The range indexing employed by the EMu database server is designed to work with the Two Level Superimposed Coding Scheme for Partial Match Retrieval system used for all searching. As it is an extension of the standard indexing EMu still requires only one set of index files, thus avoiding the need for costly "join" based queries.

Range indexing is really a series of "mini" indexes on a per field basis. Unlike the Two Level scheme, where all search terms are placed in the one index, range terms are placed in per field indexes that are then concatenated to form one range index. Each field index consists of a number of range buckets. These buckets are used to indicate whether a given value falls within the bucket or not.

There are two related considerations when establishing range buckets:

  1. Data distribution: as best as possible data should be distributed evenly between the buckets.
  2. Logical query ranges. The aim is to minimize the necessity to check a bucket for a value as checking whether records in a bucket match the query takes time; therefore if users are likely to search on particular ranges (decades for instance: 1/1/1910 to 1/1/1920) it makes sense to configure range buckets appropriately.

An example may make things clearer. Consider Width: (Measurement Details) in the Catalog module. Let's say that the width of photographs is generally from 10cm to 50cm so we establish the following range buckets:

Index

Note:

  1. -infinity and +infinity will capture any values outside the specified ranges.

When a range search is performed these buckets are used to determine possible matches. Consider the following searches for photographs with a width of between:

  1. 15cm to 35cm:

    Index

    In this case:

    1. Three buckets can be safely ignored.
    2. One bucket does not need to be checked and is definitely included in the search.
    3. Two buckets need to be checked for a match.
  2. 15cm to 30cm:

    Index

    In this case:

    1. Four buckets can be safely ignored.
    2. One bucket does not need to be checked and is definitely included in the search.
    3. One bucket needs to be checked.
  3. 10cm to 35cm:

    Index

    In this case:

    1. Three buckets can be safely ignored.
    2. Two buckets do not need to be checked and are definitely included in the search.
    3. One bucket needs to be checked.
  4. 10cm to 30cm:

    Index

    In this case:

    1. Four buckets can be safely ignored.
    2. Two bucket do not need to be checked and are included in the search.
    3. No buckets need to be checked.

    In this case, no buckets need to be checked!

It should be clear from the last example that determining range buckets that match likely user searches has a direct influence on the speed of range based queries.

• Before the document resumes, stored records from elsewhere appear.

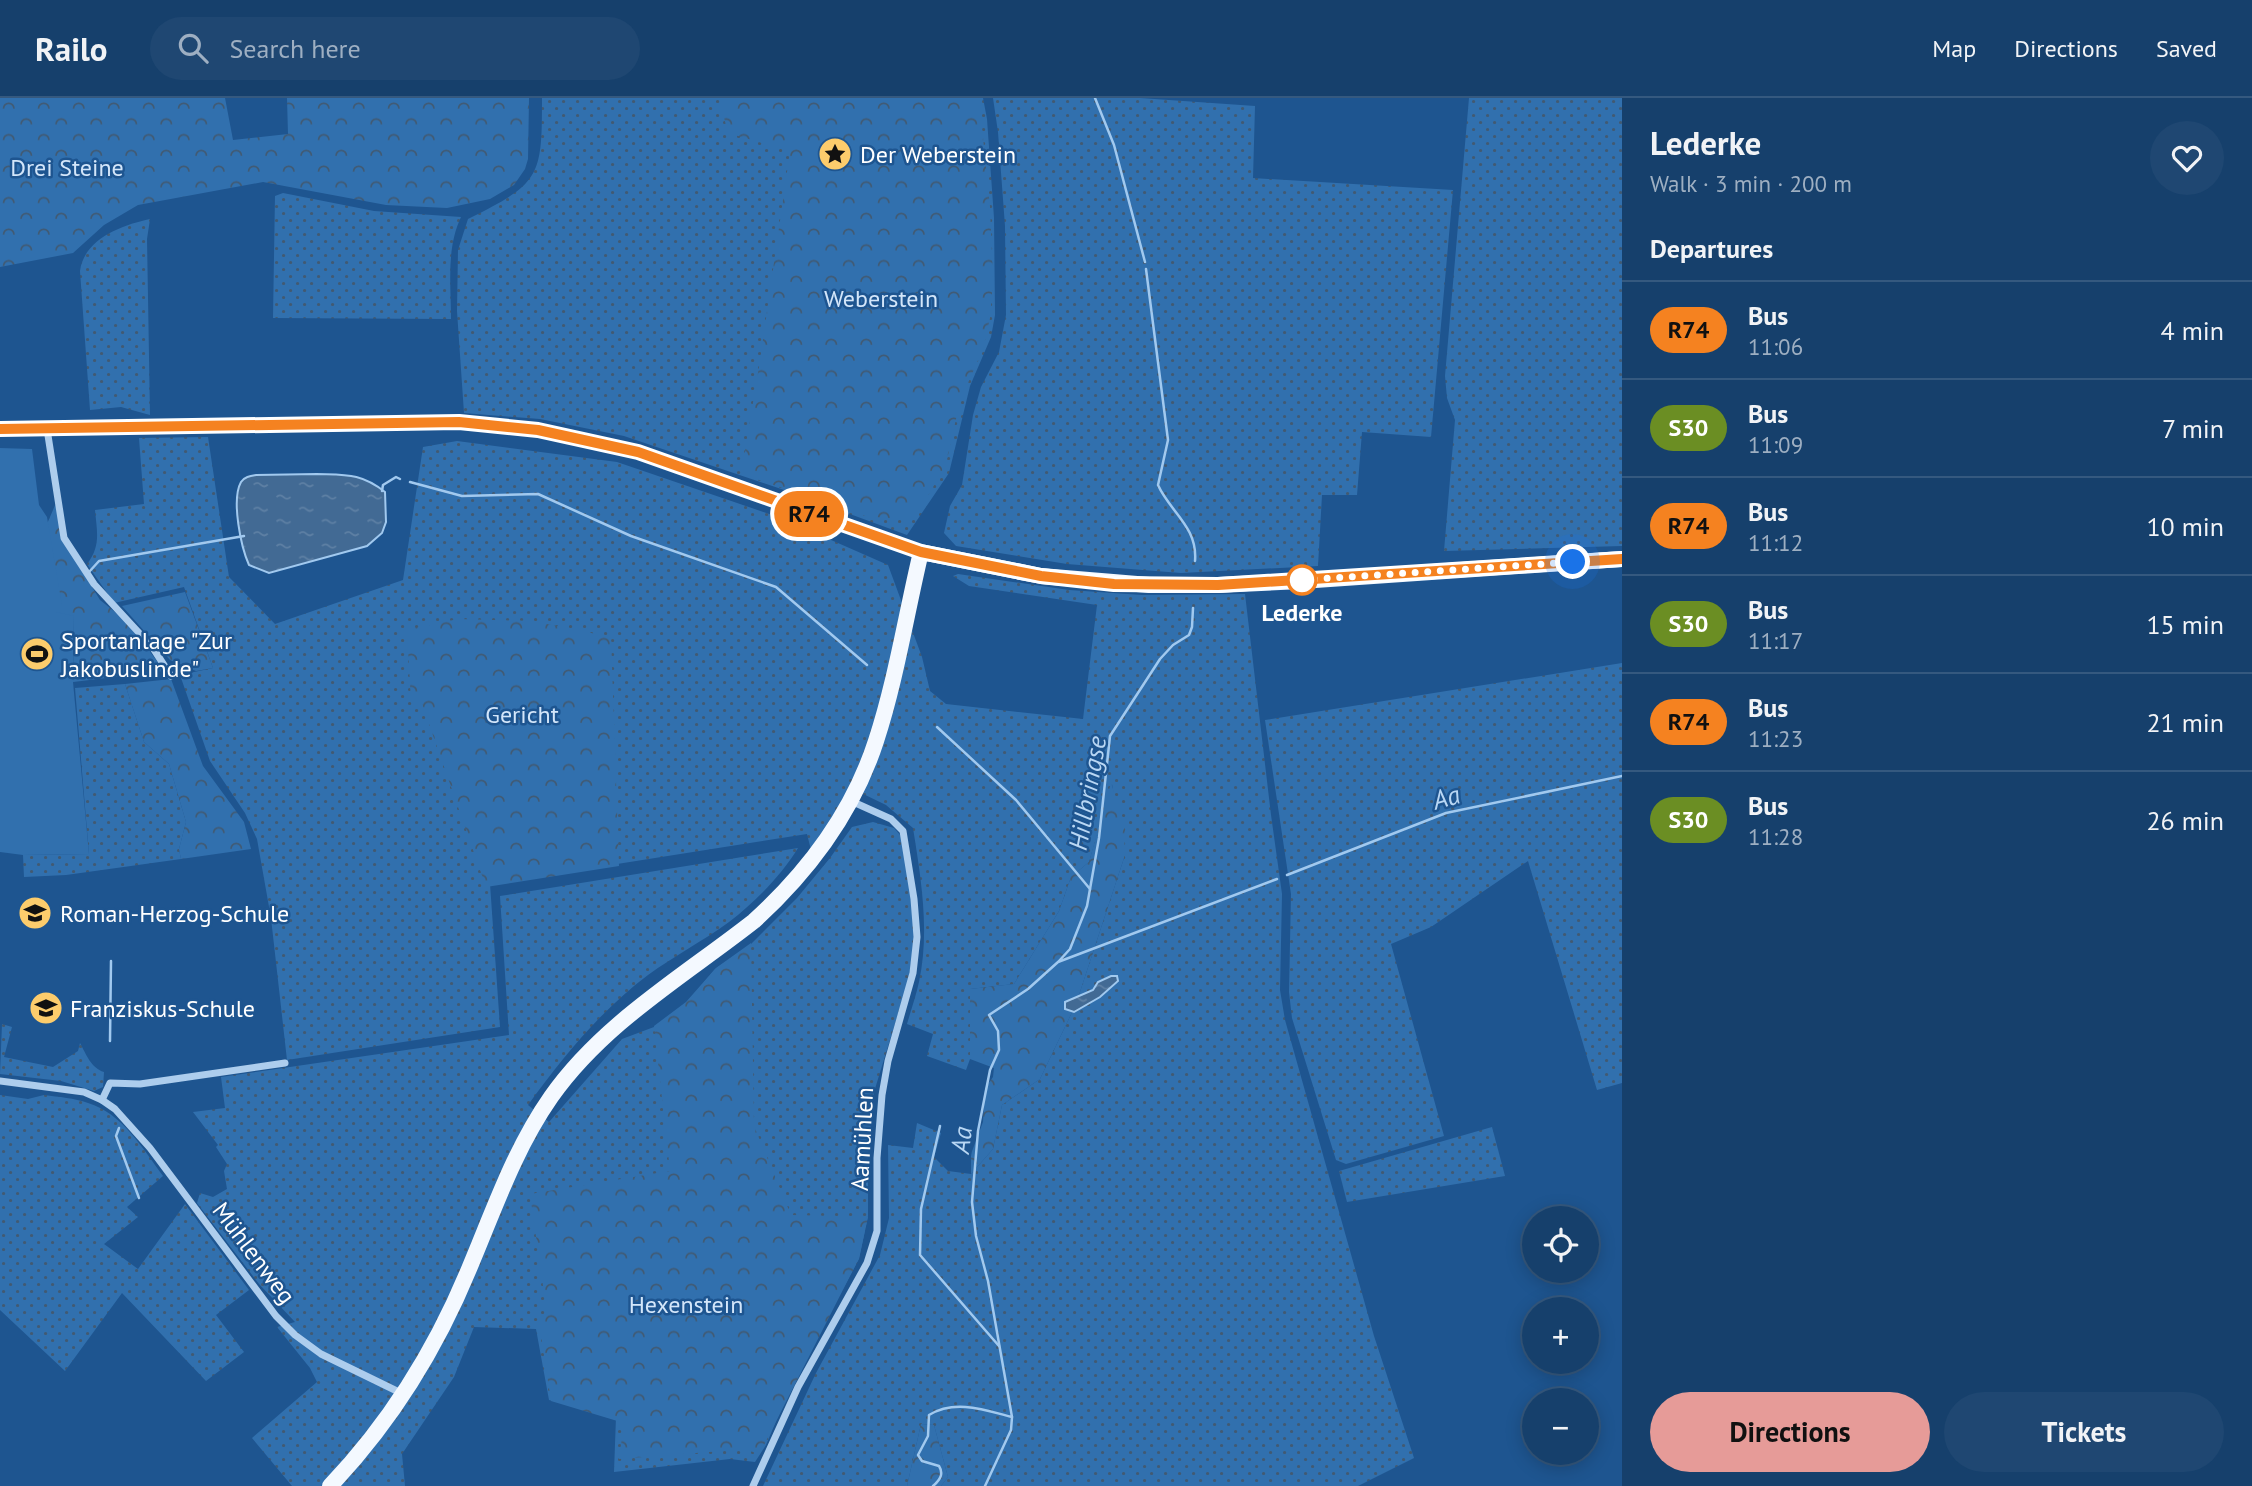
<!DOCTYPE html>
<meta charset="utf-8">
<style>
:root{--surface:#16406c;--page:#1f4772;--text:#f1f3f6;--muted:#9eafc2;--line:#35597f;--accent:#e69b98}
body{margin:0;font-family:"PT Sans",sans-serif;background:var(--page);color:var(--text);height:100vh;display:flex;flex-direction:column;font-size:26px;white-space:nowrap}
*{box-sizing:border-box;margin:0}
p{font-size:23px;color:var(--muted)}
.icon{flex:none;width:38px;height:38px;fill:none;stroke:currentColor;stroke-width:2;stroke-linecap:round;stroke-linejoin:round}
.map{position:relative;flex:1;overflow:hidden}
.sheet{display:flex;flex-direction:column;background:var(--surface);width:630px}
.sheet>*{flex:none}
.badge{padding:0 14px;border-radius:23px;font-size:24px;line-height:46px}
.fabs{position:absolute;left:1522px;top:1108px;display:grid;gap:14px}
.fabs a{display:grid;place-items:center;width:77px;height:77px;border-radius:50%;background:var(--surface);box-shadow:0 4px 18px #0003,0 0 0 2px var(--line);font-size:35px}
.you{position:absolute;width:35px;height:35px;margin:-18px;border:5px solid #fff;border-radius:50%;background:#1a73e8;box-shadow:0 0 0 10px #1a73e833}
.map>.badge{position:absolute;translate:-50% -50%;box-shadow:0 0 0 4px #fff}
h2{padding:0 28px;font-size:26px;line-height:63px}
.round{display:grid;place-items:center;flex:none;width:74px;height:74px;border-radius:37px;background:var(--page)}
.headline{display:flex;align-items:center;justify-content:space-between;height:119px;padding:0 28px}
h1{font-size:33px;font-weight:600;line-height:52px}
.action{display:flex;gap:14px;margin-top:auto;padding:14px 28px}
.action a{flex:1;height:80px;border-radius:42px;background:var(--accent);color:#111;font-size:28px;font-weight:600;line-height:80px;text-align:center}
.action a+a{background:var(--page);color:var(--text)}
ul{padding:0;list-style:none}
li{display:flex;align-items:center;gap:21px;height:98px;padding:0 28px;border-top:2px solid var(--line)}
li div{flex:1}
li b{display:block;font-size:26px}
li em{font-style:normal}
li .badge{min-width:77px;font-weight:700;text-align:center}
header{display:flex;align-items:center;gap:42px;box-sizing:border-box;height:98px;padding:0 35px;background:var(--surface);border-bottom:2px solid var(--line)}
header strong{font-size:33px}
nav{display:flex;gap:38px;margin-inline-start:auto;font-size:24px}
.search{width:490px;height:63px;background:var(--page);display:flex;align-items:center;gap:18px;box-sizing:border-box;padding:0 24px;border-radius:38px;color:var(--muted);font-size:26px}
main{display:flex;flex:1;min-height:0}
.map>svg:first-child{display:block}
.grass{fill:url(#grass-dots)}
.forest{fill:url(#forest-crowns)}
.pitch{fill:#3170ae}
.water{fill:url(#water-ripples);stroke:#a1c9ef;stroke-width:2}
.lines{fill:none;stroke-linecap:round;stroke-linejoin:round}
.stream{stroke:#a1c9ef;stroke-width:2.5}
.minor{stroke:#adcded;stroke-width:7}
.tertiary{stroke:#adcded;stroke-width:12}
.primary{stroke:#f4f9ff;stroke-width:16}
.line-casing{stroke:#fff;stroke-width:16}
.line{stroke:#f58220;stroke-width:10}
.walk{stroke:#fff;stroke-width:7;stroke-dasharray:0 12.6}
.stop-dot{fill:#fff;stroke:#f58220;stroke-width:3.5}
.labels{text-anchor:middle;dominant-baseline:central;stroke-width:5;stroke-linejoin:round;paint-order:stroke}
.poi-label{font-size:24px;fill:#fff;stroke:#1e5590;text-anchor:start}
.park-label{font-size:24px;fill:#d3e6fa;stroke:#1e5590}
.stop-label{font-size:24px;font-weight:bold;fill:#fff;stroke:#1e5590}
.street-label{font-size:24px;fill:#fff;stroke:#1e5590}
.water-label{font-size:26px;font-style:italic;fill:#b9d7f4;stroke:#1e5590}
</style>
<header>
<strong>Railo</strong>
<div class="search"><svg class="icon" aria-label="search" viewBox="0 0 24 24"><circle cx="10" cy="10" r="6"/><path d="M15 15l6 6"/></svg>Search here</div>
<nav><a>Map</a><a>Directions</a><a>Saved</a></nav>
</header>
<main>
<div class="map">
<svg width="1622" height="1388" viewBox="0 0 1622 1388">
<defs>
<pattern id="grass-dots" width="8" height="8" patternUnits="userSpaceOnUse" patternTransform="scale(1.75)"><rect width="8" height="8" fill="#3170ae"/><path d="M2 2h.1M6 6h.1" fill="none" stroke="#415a73" stroke-width="1.8" stroke-linecap="round"/></pattern>
<pattern id="forest-crowns" width="20" height="18" patternUnits="userSpaceOnUse" patternTransform="scale(1.75)"><rect width="20" height="18" fill="#3170ae"/><path d="M2 6a3 3 0 1 1 6 0M12 15a3 3 0 1 1 6 0" fill="none" stroke="#415a73"/></pattern>
<pattern id="water-ripples" width="26" height="14" patternUnits="userSpaceOnUse" patternTransform="scale(1.75)"><rect width="26" height="14" fill="#426a94"/><path d="M2 4q2-2 4 0t4 0M15 11q2-2 4 0t4 0" fill="none" stroke="#5e80a4"/></pattern>
</defs>
<rect width="100%" height="100%" fill="#1e5590"/>
<g class="grass">
<path d="M 542,0 L 983,0 L 987,21 L 994,120 L 995,217 L 991,239 L 970,288 L 949,375 L 907,437 L 790,394 L 624,338 L 540,321 L 464,315 L 457,213 L 458,152 L 468,121 C 541,85 542,79 542,0 Z"/>
<path d="M 993,0 L 1140,0 L 1255,8 L 1253,80 L 1453,92 L 1431,339 L 1362,334 L 1357,397 L 1322,397 L 1318,468 L 1181,475 L 1067,466 L 956,448 L 944,435 L 950,408 L 962,387 L 973,317 L 981,289 L 999,254 L 1006,217 L 1005,128 L 998,34 Z"/>
<path d="M 1469,0 L 1622,0 L 1622,448 L 1444,453 L 1455,322 L 1447,300 L 1445,278 Z"/>
<path d="M 283,95 L 374,113 L 461,119 C 446,151 451,186 451,221 L 273,220 L 275,98 Z"/>
<path d="M 150,121 L 147,141 L 150,317 L 121,309 L 90,312 L 80,173 C 84,141 122,127 150,121 Z"/>
<path d="M 208,339 L 229,479 L 275,526 L 403,482 L 423,349 L 457,343 L 617,364 L 781,420 L 888,467 L 922,559 L 930,593 L 946,606 L 1083,621 L 1097,507 L 969,488 L 953,478 L 958,476 L 1069,492 L 1142,497 L 1245,496 L 1271,717 L 1282,796 L 1280,892 L 1285,922 L 1374,1238 L 1414,1360 L 1358,1388 L 941,1388 L 948,1379 L 934,1327 L 921,1326 L 907,1388 L 763,1388 L 816,1275 L 880,1157 L 889,1120 L 888,1047 L 913,1050 L 917,1025 L 941,1035 L 934,1059 L 948,1073 L 971,1076 L 993,1051 L 1002,1007 L 1040,981 L 1076,906 L 1124,760 L 1112,686 L 1089,764 L 1071,779 L 1059,813 L 1014,886 L 970,891 L 970,961 L 966,972 L 927,958 L 933,936 L 907,926 C 911,912 916,898 919,884 C 930,833 921,780 913,730 L 886,707 L 855,692 L 811,752 L 807,736 L 490,786 L 500,929 L 287,962 L 271,820 L 257,741 L 245,715 L 210,663 L 180,577 L 213,570 L 184,489 L 114,505 L 87,466 C 101,448 97,434 95,412 L 144,406 L 139,340 Z"/>
<path d="M 1622,565 L 1622,985 L 1597,992 L 1528,763 L 1431,829 L 1391,846 L 1444,1038 L 1346,1066 L 1336,1062 L 1292,920 L 1289,894 L 1291,796 L 1265,622 Z"/>
<path d="M 125,586 L 144,644 L 169,666 L 186,724 L 179,751 L 181,761 L 66,777 L 24,779 L 23,757 L 89,756 L 75,590 Z"/>
<path d="M 873,724 L 894,730 L 901,738 L 911,789 L 914,841 L 909,880 L 874,994 L 868,1054 L 868,1118 L 859,1161 L 791,1288 L 766,1347 L 755,1364 L 730,1361 L 614,1374 L 616,1319 L 549,1302 L 536,1231 L 474,1229 L 454,1279 L 402,1356 L 405,1388 L 292,1388 L 252,1340 L 317,1284 L 310,1270 L 277,1229 L 295,1224 L 259,1186 L 197,1105 L 200,1095 L 213,1099 L 227,1091 L 224,1073 L 227,1066 L 216,1049 L 218,1047 L 193,1014 L 225,1010 L 221,979 L 509,937 L 500,798 L 798,750 C 781,778 755,804 729,824 C 703,843 674,858 648,877 C 600,913 563,959 528,1007 L 549,1024 L 622,941 L 654,929 L 687,904 L 715,871 L 750,847 L 797,800 L 830,760 L 852,729 Z"/>
<path d="M 2,926 L 12,929 L 4,959 L 53,969 L 78,953 L 80,945 C 86,956 91,970 104,974 L 103,989 L 94,993 L 61,983 L 0,976 Z"/>
<path d="M 44,997 C 59,999 74,1000 88,1005 C 122,1015 143,1051 163,1078 L 127,1109 L 138,1119 L 104,1146 L 138,1171 L 185,1106 L 249,1192 L 216,1217 L 244,1254 L 206,1283 L 122,1195 L 65,1273 L 0,1212 L 0,997 L 28,1001 Z"/>
<path d="M 1492,1029 L 1505,1078 L 1347,1104 L 1339,1073 Z"/>
</g>
<g class="forest">
<path d="M 0,0 L 225,0 L 233,42 L 288,36 L 287,0 L 529,0 L 528,61 L 525,71 L 514,87 L 490,101 L 447,110 L 386,107 L 263,84 L 138,107 L 104,127 L 73,155 L 0,169 Z"/>
<path d="M 719,0 L 979,0 L 990,109 L 993,183 L 990,220 L 983,251 L 960,303 L 946,366 L 928,398 L 907,422 L 865,418 L 741,376 L 759,269 L 790,53 L 728,35 Z"/>
<path d="M 56,405 L 61,438 L 100,502 L 130,526 L 164,573 L 73,584 L 74,519 L 56,515 L 47,426 Z"/>
<path d="M 185,494 L 213,570 L 196,573 L 170,562 L 122,508 Z"/>
<path d="M 458,521 L 532,523 L 611,539 L 619,768 L 486,789 L 421,603 L 411,604 L 407,532 Z"/>
<path d="M 171,581 L 203,668 L 244,724 L 251,751 L 181,761 L 179,751 L 186,724 L 169,666 L 144,644 L 125,586 Z"/>
<path d="M 1111,685 L 1125,727 L 1124,760 L 1076,906 L 1040,981 L 1002,1007 L 993,1051 L 971,1076 L 971,1056 L 983,1024 L 985,990 L 993,979 L 994,970 L 970,961 L 970,891 L 1014,886 L 1059,813 L 1071,779 L 1089,764 Z"/>
<path d="M 751,845 L 754,1028 L 791,1117 L 868,1119 L 859,1160 L 851,1176 L 759,1357 L 747,1351 L 619,1361 L 624,1325 L 551,1303 L 538,1218 L 547,1216 L 530,1096 L 670,1073 L 654,928 L 686,904 L 716,870 Z"/>
<path d="M 921,1326 L 934,1327 L 948,1379 L 941,1388 L 907,1388 Z"/>
</g>
<path class="pitch" d="M 0,350 L 32,351 L 39,407 L 47,419 L 62,507 L 56,514 L 74,518 L 73,584 L 89,756 L 23,757 L 0,754 Z"/>
<g class="water">
<path d="M 317,376 C 346,377 361,375 385,394 L 386,424 L 382,435 L 367,448 L 269,475 L 249,467 C 241,449 231,402 241,384 C 244,379 250,378 256,377 Z"/>
<path d="M 1111,878 L 1117,878 L 1118,883 L 1100,899 L 1074,914 L 1065,911 L 1065,904 L 1093,892 L 1098,884 Z"/>
</g>
<g class="lines">
<g class="stream">
<path d="M 1095,0 L 1114,47 L 1145,164"/>
<path d="M 1146,171 L 1168,342 L 1158,387 C 1170,414 1198,429 1195,463"/>
<path d="M 410,384 L 462,398 L 538,396 L 631,438 L 776,489 L 867,567"/>
<path d="M 382,393 L 383,387 L 396,379 L 400,381"/>
<path d="M 89,474 L 99,463 L 244,438"/>
<path d="M 937,629 L 1016,702 L 1090,791"/>
<path d="M 1287,777 L 1446,715 L 1622,678"/>
<path d="M 1059,863 L 1070,851 L 1087,808 L 1099,740 L 1110,638 L 1160,561 L 1173,547 L 1189,537 L 1192,529 L 1193,510"/>
<path d="M 110,943 L 111,863"/>
<path d="M 940,1028 L 921,1111 L 920,1157 L 999,1248"/>
<path d="M 119,1030 L 116,1038 L 139,1100"/>
<path d="M 933,1388 C 940,1382 944,1376 939,1368 L 922,1363 L 918,1357 L 928,1338 L 929,1317 C 955,1301 985,1312 1012,1319 L 988,1183 L 976,1138 L 972,1104 L 978,1033 L 990,972 L 999,952 L 998,933 L 989,917 L 1028,891 L 1058,864 L 1277,781"/>
<path d="M 985,1388 L 1011,1332 L 1012,1319"/>
</g>
<g class="minor">
<path d="M 47,331 L 64,440 L 94,486 L 153,550 L 171,578"/>
<path d="M 0,983 L 84,994 L 102,1002 L 115,1011 L 150,1050 L 276,1218 L 295,1237 L 321,1256 L 403,1296"/>
<path d="M 102,1002 L 110,985 L 140,986 L 285,965"/>
<path d="M 753,1388 L 798,1289 L 867,1165 L 877,1133 L 877,1060 L 882,997 L 888,963 L 913,875 L 917,839 L 914,801 L 903,733 L 891,721 L 851,703"/>
</g>
<path class="tertiary" d="M 0,331 L 459,324 L 539,332 L 638,354 L 921,454"/>
<path class="primary" d="M 330,1388 C 390,1325 436,1251 469,1171 C 494,1112 514,1052 551,999 C 603,925 684,878 754,823 C 809,773 853,714 876,643 C 896,582 906,517 921,454 L 1041,478 L 1149,487 L 1218,487 L 1301,483 L 1622,461"/>
</g>
<g class="lines">
<defs>
<path id="line" d="M 0,331 L 459,324 L 538,332 L 638,354 L 921,454 L 1041,478 L 1114,486 L 1218,487 L 1622,461"/>
</defs>
<use href="#line" class="line-casing"/>
<use href="#line" class="line"/>
<path class="walk" d="M 1302,482 L 1573,464"/>
</g>
<defs>
<symbol id="sight-disc" viewBox="-11 -11 22 22"><circle r="9.5" fill="#fccc6c" stroke="#1e5590"/><path d="M0-6L1.8-2.2L6-1.7L2.9 1.2L3.7 5.4L0 3.3L-3.7 5.4L-2.9 1.2L-6-1.7L-1.8-2.2Z" fill="#111"/></symbol>
<symbol id="stadium-disc" viewBox="-11 -11 22 22"><circle r="9.5" fill="#fccc6c" stroke="#1e5590"/><path d="M0-5a6.5 5 0 1 0 0 10a6.5 5 0 1 0 0-10ZM-3.5-1.8h7v3.6h-7Z" fill="#111"/></symbol>
<symbol id="school-disc" viewBox="-11 -11 22 22"><circle r="9.5" fill="#fccc6c" stroke="#1e5590"/><path d="M0-5L7-2L0 1L-7-2ZM-4 1L0 2.5L4 1V4Q0 6-4 4Z" fill="#111"/></symbol>
</defs>
<g fill-rule="evenodd">
<use href="#sight-disc" x="816" y="37" width="38" height="38"/>
<use href="#stadium-disc" x="18" y="537" width="38" height="38"/>
<use href="#school-disc" x="16" y="796" width="38" height="38"/>
<use href="#school-disc" x="27" y="891" width="38" height="38"/>
</g>
<circle class="stop-dot" cx="1302" cy="482" r="14"/>
<g class="labels">
<g class="poi-label">
<text x="860" y="56">Der Weberstein</text>
<text x="61" y="542">Sportanlage "Zur<tspan x="61" dy="28">Jakobuslinde"</tspan></text>
<text x="60" y="815">Roman-Herzog-Schule</text>
<text x="70" y="910">Franziskus-Schule</text>
</g>
<g class="park-label">
<text x="67" y="69">Drei Steine</text>
<text x="881" y="200">Weberstein</text>
<text x="522" y="616">Gericht</text>
<text x="686" y="1206">Hexenstein</text>
</g>
<g class="stop-label">
<text x="1302" y="514">Lederke</text>
</g>
<g class="street-label">
<text transform="translate(862 1041) rotate(-87)">Aamühlen</text>
<text transform="translate(254 1155) rotate(53)">Mühlenweg</text>
</g>
<g class="water-label">
<text transform="translate(1087 695) rotate(-80)">Hillbringse</text>
<text transform="translate(1446 699) rotate(-16)">Aa</text>
<text transform="translate(961 1042) rotate(-83)">Aa</text>
</g>
</g>
</svg>
<div class="fabs">
<a><svg class="icon" aria-label="locate" viewBox="0 0 24 24"><circle cx="12" cy="12" r="6"/><path d="M12 2v4M12 18v4M2 12h4M18 12h4"/></svg></a>
<a>+</a>
<a>−</a>
</div>
<div class="you" style="left:1573px;top:464px"></div>
<b class="badge" style="left:809px;top:416px;background:#f58220;color:#111">R74</b>
</div>
<section class="sheet">
<div class="headline"><div><h1>Lederke</h1><p>Walk · 3 min · 200 m</p></div><a class="round"><svg class="icon" aria-label="heart" viewBox="0 0 24 24"><path d="M12 20l-8-8c-3-5 5-10 8-4 3-6 11-1 8 4z"/></svg></a></div>
<h2>Departures</h2>
<ul>
<li><span class="badge" style="background:#f58220;color:#111">R74</span><div><b>Bus</b><p>11:06</p></div><em>4 min</em></li>
<li><span class="badge" style="background:#6b8e23;color:#fff">S30</span><div><b>Bus</b><p>11:09</p></div><em>7 min</em></li>
<li><span class="badge" style="background:#f58220;color:#111">R74</span><div><b>Bus</b><p>11:12</p></div><em>10 min</em></li>
<li><span class="badge" style="background:#6b8e23;color:#fff">S30</span><div><b>Bus</b><p>11:17</p></div><em>15 min</em></li>
<li><span class="badge" style="background:#f58220;color:#111">R74</span><div><b>Bus</b><p>11:23</p></div><em>21 min</em></li>
<li><span class="badge" style="background:#6b8e23;color:#fff">S30</span><div><b>Bus</b><p>11:28</p></div><em>26 min</em></li>
</ul>
<div class="action"><a>Directions</a><a>Tickets</a></div>
</section>
</main>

The problem with setting the range bucket values is that the bucket values depend on two variables. The first is the range of values entered into a field, in other words the data distribution. If the Width field contains a wide range of values, it makes sense to have a wide range of buckets. If, however, the data is centered around one point, it may make sense to have a series of range buckets cover this period.

The second variable is the query ranges used to retrieve data. The problem with this variable is that for a given field it may be very hard to determine what sort of query ranges will be used without performing extensive analysis.

As these two variables cannot be known before data has been loaded EMu provides a default set of range buckets for each range searchable field. In general these buckets are satisfactory for a small numbers of records, however significant reductions in search times may be achieved by "tuning" the range buckets for large numbers of records.

Tuning the range indexes involves considering the two variables, data distribution and query ranges, and for each variable determining the set of range buckets that provides optimal performance. The objective in fine-tuning range indexing is to:

  1. Minimize the number of buckets that need to be searched.
  2. Minimize the number of records in buckets that need to be searched. Note that this objective will take precedence over the default distribution of records evenly between buckets.

EMu 4.0.01 provides a mechanism that allows System Administrators to have the range buckets tuned automatically based on the data distribution within a field. The facility does not take query ranges into account as this information requires subjective interpretation to determine which queries are important to have optimized and which queries can run a little slower.

The new facility does however provide data distribution information that may be used by a System Administrator to set the range buckets manually to achieve optimal performance where query ranges are known and can be weighted.

Hence the new facility provides automated range buckets, but allows System Administrators to override these settings and configure their own buckets manually.